The task —
The response should contain only those lines of the entries below that include the string "Give".

---------------

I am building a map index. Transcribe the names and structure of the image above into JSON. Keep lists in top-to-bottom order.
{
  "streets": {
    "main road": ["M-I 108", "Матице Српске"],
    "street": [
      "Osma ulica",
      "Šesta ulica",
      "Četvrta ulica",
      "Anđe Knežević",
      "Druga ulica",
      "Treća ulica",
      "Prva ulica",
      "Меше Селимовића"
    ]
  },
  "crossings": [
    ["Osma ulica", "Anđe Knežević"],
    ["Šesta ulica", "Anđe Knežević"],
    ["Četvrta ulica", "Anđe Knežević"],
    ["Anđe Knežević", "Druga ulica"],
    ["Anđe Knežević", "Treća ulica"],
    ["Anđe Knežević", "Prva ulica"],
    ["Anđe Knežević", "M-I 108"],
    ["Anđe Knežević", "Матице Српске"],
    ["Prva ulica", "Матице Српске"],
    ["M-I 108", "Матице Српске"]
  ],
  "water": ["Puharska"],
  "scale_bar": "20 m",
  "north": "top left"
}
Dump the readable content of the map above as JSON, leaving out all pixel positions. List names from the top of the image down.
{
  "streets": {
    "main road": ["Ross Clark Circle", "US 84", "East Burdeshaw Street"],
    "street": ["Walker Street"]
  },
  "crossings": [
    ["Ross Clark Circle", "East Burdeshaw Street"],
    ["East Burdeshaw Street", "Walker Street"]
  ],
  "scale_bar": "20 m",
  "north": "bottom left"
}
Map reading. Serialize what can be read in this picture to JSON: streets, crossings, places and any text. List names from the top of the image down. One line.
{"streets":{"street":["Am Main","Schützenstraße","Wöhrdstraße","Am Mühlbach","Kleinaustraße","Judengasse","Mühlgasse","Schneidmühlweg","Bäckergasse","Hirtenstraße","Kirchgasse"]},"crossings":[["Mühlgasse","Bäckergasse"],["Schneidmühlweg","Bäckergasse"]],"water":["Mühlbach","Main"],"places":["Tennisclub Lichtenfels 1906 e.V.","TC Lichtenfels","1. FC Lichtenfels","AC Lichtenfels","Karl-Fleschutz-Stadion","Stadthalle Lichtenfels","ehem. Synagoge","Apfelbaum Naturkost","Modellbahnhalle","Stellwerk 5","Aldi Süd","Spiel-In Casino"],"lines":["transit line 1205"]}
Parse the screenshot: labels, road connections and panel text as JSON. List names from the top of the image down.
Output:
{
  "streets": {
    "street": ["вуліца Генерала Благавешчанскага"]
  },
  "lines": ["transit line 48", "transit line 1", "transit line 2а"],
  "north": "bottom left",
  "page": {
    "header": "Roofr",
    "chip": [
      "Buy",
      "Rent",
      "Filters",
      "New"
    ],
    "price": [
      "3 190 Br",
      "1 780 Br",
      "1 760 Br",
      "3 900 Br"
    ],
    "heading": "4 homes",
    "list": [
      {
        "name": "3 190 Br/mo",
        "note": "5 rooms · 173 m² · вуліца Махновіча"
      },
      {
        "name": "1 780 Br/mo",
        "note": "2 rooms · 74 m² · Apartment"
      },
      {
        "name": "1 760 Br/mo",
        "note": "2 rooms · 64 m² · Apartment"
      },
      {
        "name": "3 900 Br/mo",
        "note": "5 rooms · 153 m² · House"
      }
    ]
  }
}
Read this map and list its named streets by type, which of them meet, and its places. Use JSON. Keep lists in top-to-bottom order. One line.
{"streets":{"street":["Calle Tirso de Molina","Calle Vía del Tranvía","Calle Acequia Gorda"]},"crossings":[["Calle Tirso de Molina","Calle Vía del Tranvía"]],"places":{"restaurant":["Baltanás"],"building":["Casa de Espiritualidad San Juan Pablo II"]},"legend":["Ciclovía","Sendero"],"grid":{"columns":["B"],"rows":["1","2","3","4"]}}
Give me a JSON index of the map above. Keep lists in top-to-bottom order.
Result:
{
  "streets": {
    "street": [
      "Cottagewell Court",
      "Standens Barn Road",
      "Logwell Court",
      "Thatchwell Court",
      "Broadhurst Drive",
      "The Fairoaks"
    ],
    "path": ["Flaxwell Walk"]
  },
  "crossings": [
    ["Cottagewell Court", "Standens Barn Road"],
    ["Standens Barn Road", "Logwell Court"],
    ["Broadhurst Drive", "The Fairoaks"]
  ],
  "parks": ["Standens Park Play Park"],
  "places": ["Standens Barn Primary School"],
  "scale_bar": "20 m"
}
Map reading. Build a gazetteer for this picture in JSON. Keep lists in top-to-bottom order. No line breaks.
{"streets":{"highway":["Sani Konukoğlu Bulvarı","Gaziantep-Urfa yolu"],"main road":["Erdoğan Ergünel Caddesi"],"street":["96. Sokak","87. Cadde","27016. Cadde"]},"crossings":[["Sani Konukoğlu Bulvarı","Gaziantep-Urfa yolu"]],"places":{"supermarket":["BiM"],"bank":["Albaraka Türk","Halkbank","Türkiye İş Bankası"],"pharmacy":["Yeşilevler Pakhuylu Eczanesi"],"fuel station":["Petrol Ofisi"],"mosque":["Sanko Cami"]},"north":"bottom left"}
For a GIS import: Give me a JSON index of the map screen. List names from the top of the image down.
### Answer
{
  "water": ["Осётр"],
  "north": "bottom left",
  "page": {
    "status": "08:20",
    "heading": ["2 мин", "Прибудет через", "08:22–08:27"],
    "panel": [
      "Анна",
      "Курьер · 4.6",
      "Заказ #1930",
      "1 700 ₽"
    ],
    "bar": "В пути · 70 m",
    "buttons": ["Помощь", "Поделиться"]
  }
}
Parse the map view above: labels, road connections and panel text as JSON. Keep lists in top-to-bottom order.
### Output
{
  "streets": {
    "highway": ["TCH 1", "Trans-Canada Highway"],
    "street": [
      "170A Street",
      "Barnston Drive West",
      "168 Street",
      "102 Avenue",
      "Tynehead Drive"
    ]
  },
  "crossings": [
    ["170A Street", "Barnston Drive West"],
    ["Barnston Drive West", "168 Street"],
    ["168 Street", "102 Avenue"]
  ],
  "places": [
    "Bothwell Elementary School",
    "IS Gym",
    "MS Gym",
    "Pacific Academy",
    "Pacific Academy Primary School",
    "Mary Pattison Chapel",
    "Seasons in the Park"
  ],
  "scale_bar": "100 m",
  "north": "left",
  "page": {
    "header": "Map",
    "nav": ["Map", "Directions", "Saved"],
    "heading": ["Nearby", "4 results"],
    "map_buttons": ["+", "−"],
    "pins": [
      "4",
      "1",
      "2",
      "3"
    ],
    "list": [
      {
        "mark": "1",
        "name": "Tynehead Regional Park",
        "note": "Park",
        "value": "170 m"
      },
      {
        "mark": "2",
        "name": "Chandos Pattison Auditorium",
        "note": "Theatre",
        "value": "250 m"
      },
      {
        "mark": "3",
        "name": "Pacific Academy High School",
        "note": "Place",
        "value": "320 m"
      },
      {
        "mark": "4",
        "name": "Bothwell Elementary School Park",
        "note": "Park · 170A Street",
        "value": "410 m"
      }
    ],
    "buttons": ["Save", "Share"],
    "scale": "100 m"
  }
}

---------------

Finished exercise —
Give me a JSON index of the map above. Keep lists in top-to-bottom order.
For a GIS import: Give me a JSON index of the map screen. List names from the top of the image down.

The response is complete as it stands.